TimeWall – A Plan & UI to Innovate the Twitter Timeline
As discussed with my buddies here’s a plan that could help Twitter revitalize and make it more relevant to many more users.
Twitter’s core asset is the realtime ephemeral nature of the product. Twitter is the platform that topples governments, after all.
However, that same ephemeral nature of the product also stunts its growth. For example, there is no good way for new users to browse the historical record and see what makes Twitter so great and why they should care.
The complaint I get from people when I talk to them about Twitter is “there is no context” it’s “too hard to get into”.
Time
So what makes Twitter different from other social networks? In my opinion it’s the realtime, breaking news nature of the product. No other social network offers that feature quite so well as Twitter does.
Realtime has always commanded a premium. Bloomberg terminals charge thousands a month for it. Sportsbooks and bitcoin betting sites compete on millisecond odds updates. Newsrooms still race each other for the first byline. What Twitter did was package that same urgency into a free social product anyone could plug into.
But what I’ve been wondering is, since time is such a core component of Twitter, then why is it paid so little attention in the UI.
And since we’re talking about time… In the general human experience, is time vertical or horizontal? I would argue that time is generally experienced as a horizontal phenomenon.
For time to exist, we need to travel through space, and in most instances that is a horizontal experience.
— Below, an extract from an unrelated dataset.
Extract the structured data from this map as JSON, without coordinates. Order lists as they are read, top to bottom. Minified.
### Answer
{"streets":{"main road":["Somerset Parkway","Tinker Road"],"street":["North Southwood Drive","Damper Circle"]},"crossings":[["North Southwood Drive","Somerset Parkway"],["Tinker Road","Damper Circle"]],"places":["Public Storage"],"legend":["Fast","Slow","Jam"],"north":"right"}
In cars, planes, trains, etc. A car accident due to DUI can instantly change the course of that experience and the lives involved.
Linked closely to the practical steps worth taking is the question of what it actually feels like to go through this kind of process without adequate support, which is something that doesn’t get spoken about honestly enough. Seeking out people who can walk you through it gave me a framework for understanding what the process actually involves, what timelines look like, and where the genuine pressure points tend to arise. There’s a vast difference between reading about something in general terms and having it explained to you in the context of your own specific circumstances by someone with real hands-on experience in this field. That clarity, more than anything else, is what I found most valuable when things felt most uncertain.
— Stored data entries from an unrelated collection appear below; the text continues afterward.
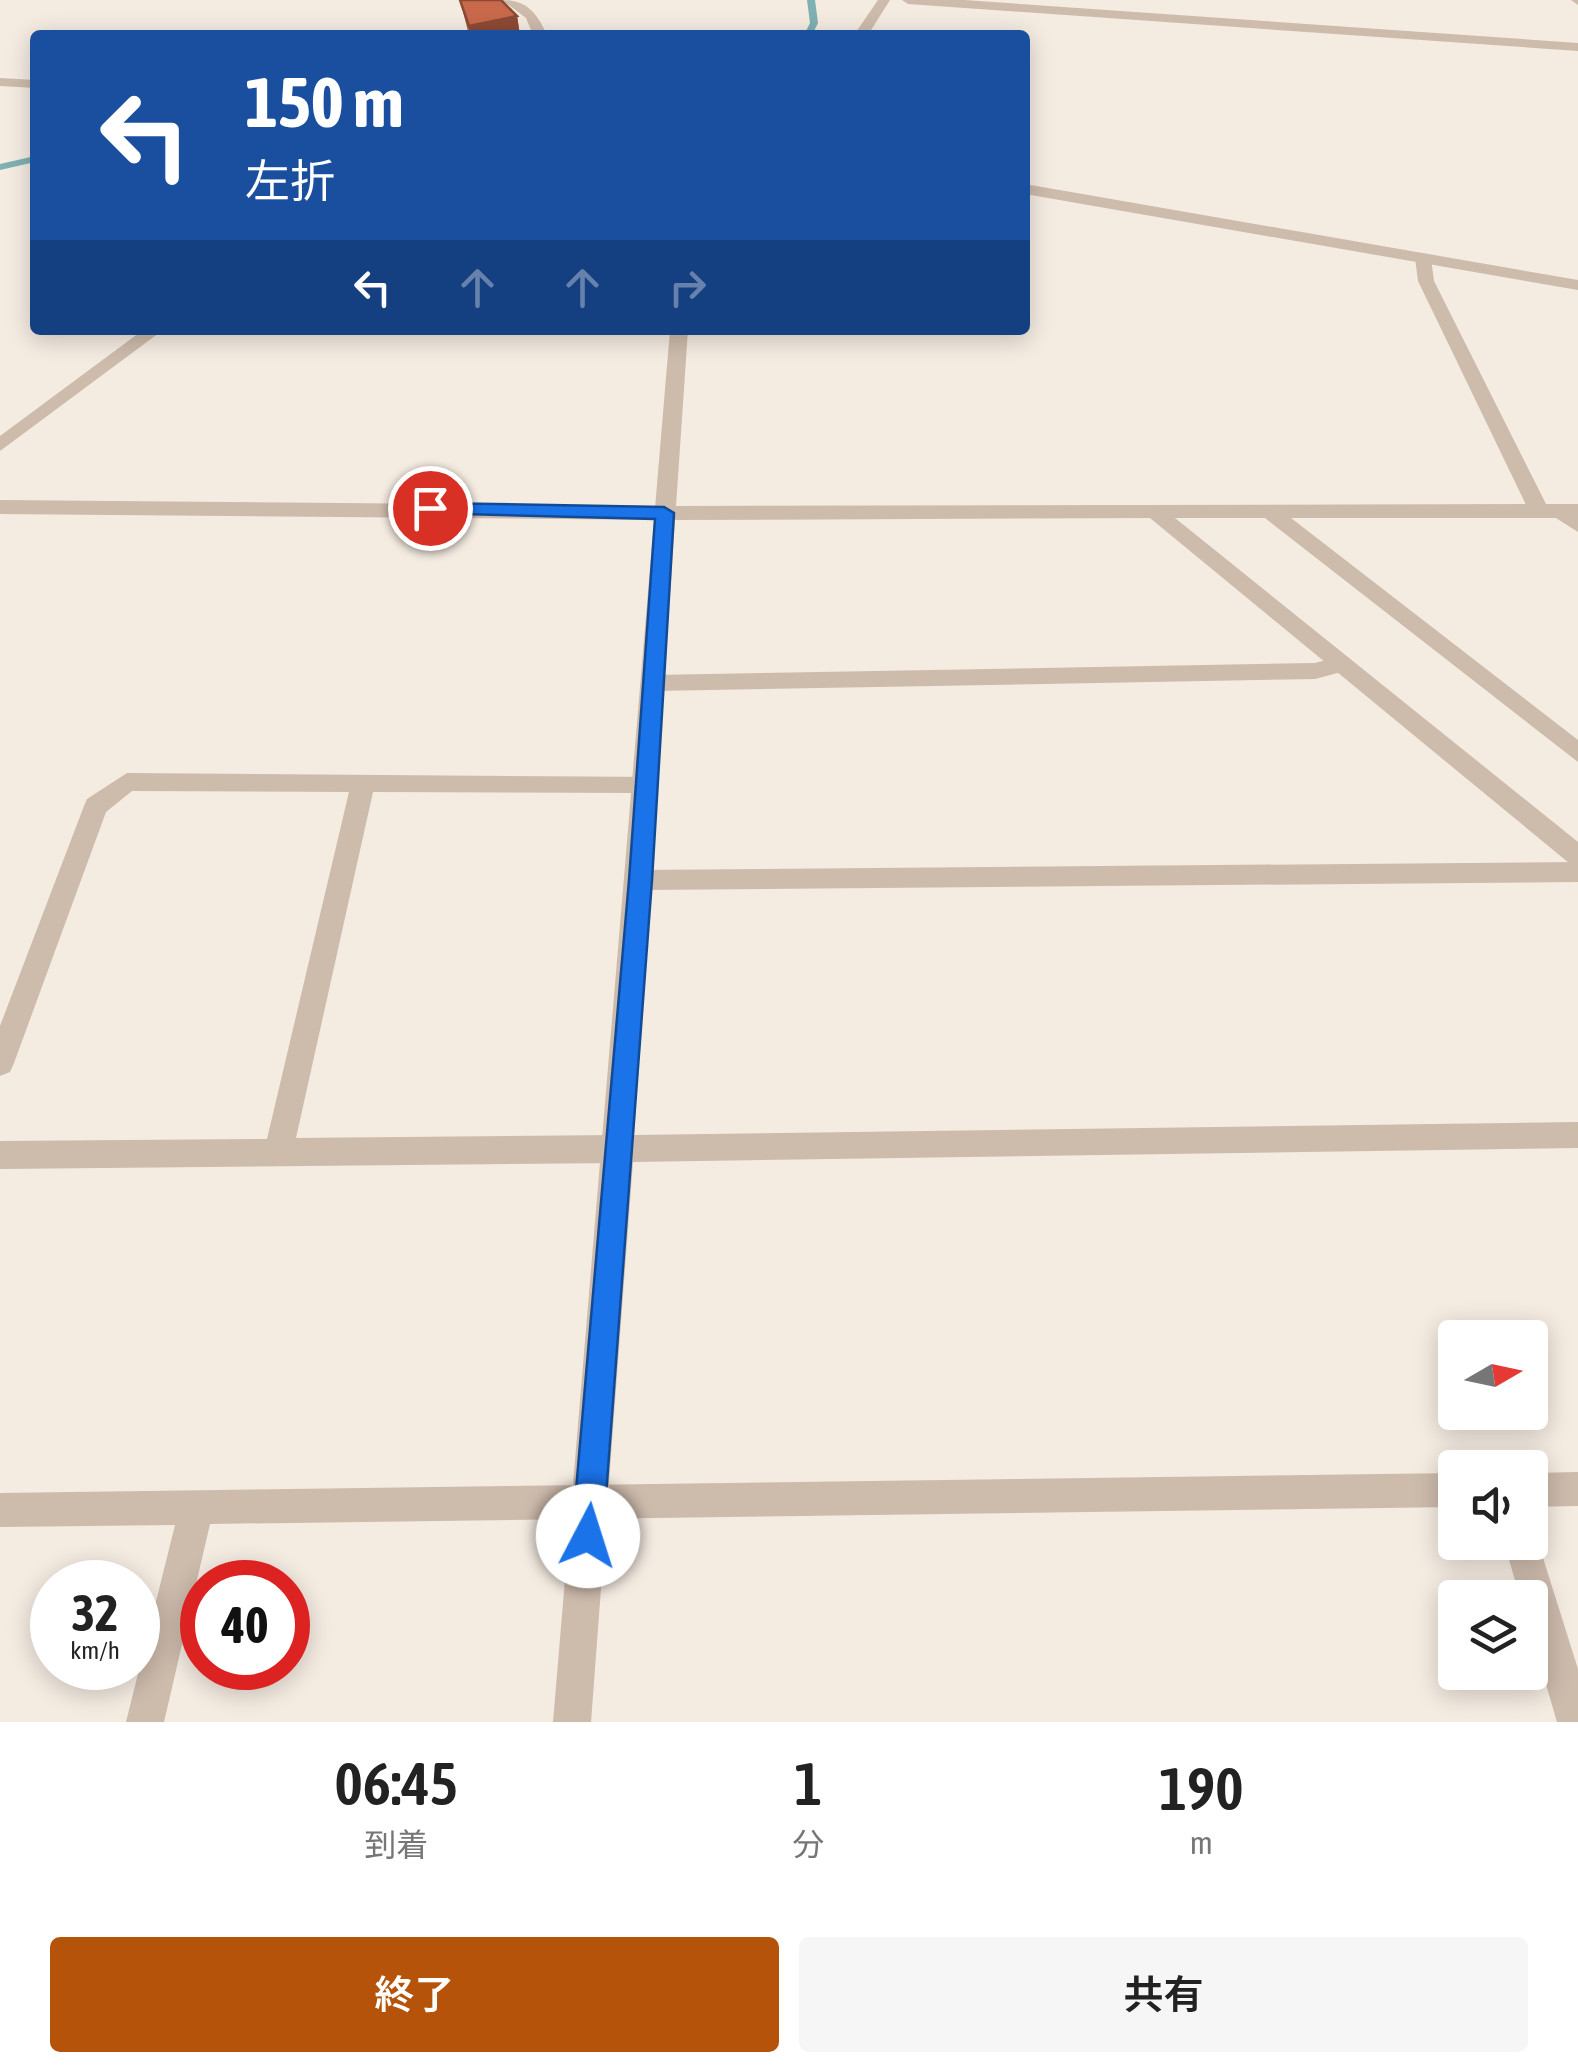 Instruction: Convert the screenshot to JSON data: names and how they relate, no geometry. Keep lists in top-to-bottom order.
{
  "north": "right",
  "page": {
    "turn": ["150 m", "左折"],
    "speed": "32 km/h",
    "limit": "40",
    "eta": [
      "06:45",
      "到着",
      "1",
      "分",
      "190",
      "m"
    ],
    "buttons": ["終了", "共有"]
  }
}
Thinking about time as a horizontal, rather than vertical, is not new idea to software. Consider all the audio and video editing software that for the most part renders time as horizontal artifacts.
Scrubbing & Time Zoom
One of the great features of audio and video editing software is the ability to easily grab and timescrub the timeline backward and forwards. Coupled with the ability to zoom in and out to different time resolutions it makes it really easy to navigate around the timeline to the parts you are interested in.
TimeWall
(Click to zoom in)
Putting this all together it’s not hard to visualize a new way of using Twitter. A TimeWall that is constantly moving sideways “at the speed of time”.
With the ability to timescrub the conversation by throwing it left and right. Also with the ability to zoom-in and out to minutes, hours, days, months, years.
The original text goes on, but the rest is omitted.